With our aim on this drive to locate the wild dogs we headed to their last known location from the evening before. Not long into the drive I heard over the radio that both packs had been sighted, both in the same area. The larger of the two packs had made a kill; it had caught a waterbuck close to the Marico River, while the smaller pack was being seen, then lost and seen again, and then crossed the river as it searched for prey. With three vehicles keeping contact with this pack, we decided to head towards the larger pack that were stationary. As I pulled onto the river road out stepped a large male lion (NE pride male) and ahead of him was the other one, they were on a direct track towards the wild dogs, obviously in search of an easy meal. As they approached the wild dogs, they broke into a trot, the wild dogs at this stage took flight in all directions, I managed to see a blur of one of the dogs and they were gone, not wanting to get into a tangle with a fully grown male lion (Most predators if given the chance will try to kill other predators, one of the reasons is to reduce competition).

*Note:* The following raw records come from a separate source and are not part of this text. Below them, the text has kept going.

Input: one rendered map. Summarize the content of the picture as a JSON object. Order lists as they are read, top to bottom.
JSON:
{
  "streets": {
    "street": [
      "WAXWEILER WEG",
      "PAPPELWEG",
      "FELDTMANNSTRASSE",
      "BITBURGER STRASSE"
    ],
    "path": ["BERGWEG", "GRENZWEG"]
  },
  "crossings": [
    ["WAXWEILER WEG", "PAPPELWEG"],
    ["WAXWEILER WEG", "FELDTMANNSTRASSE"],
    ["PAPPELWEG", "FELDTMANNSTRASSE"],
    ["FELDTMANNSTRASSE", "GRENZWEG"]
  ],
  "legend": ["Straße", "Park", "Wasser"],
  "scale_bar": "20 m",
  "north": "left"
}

Our wild dog sighting ruined we enjoyed a great view of the lions as they milled around looking for the waterbuck remains. The larger pack was once again sighted 500 meters up the track moving parallel to the river. We approach them from behind as they were getting a safe distance from the lions; they all became very interested in the bush between the river and the road, suddenly they all dashed away from the bush as a female lion exploded out of the thicket, with a stomach turning grumbling growl. We tried once again to locate the wild dogs, with out success; we did however see another female lion in the area. The wild dogs through all this managed to avoid any direct contact with the lions, which may have resulted in a fatality. But their bad day continued into the afternoon when I heard that the same pack had killed a wildebeest, but this time the two pride males got there before they could start feeding. It was not surprising that they moved away from the river the next day in search of safer hunting grounds.
12 MARCH 2004
Here in Madikwe we have one of the largest populations of elephants in South Africa, so it is not surprising that you would expect to see them regularly, sometimes however the opposite is true and they all seem to disappear. But today this definitely was not the case.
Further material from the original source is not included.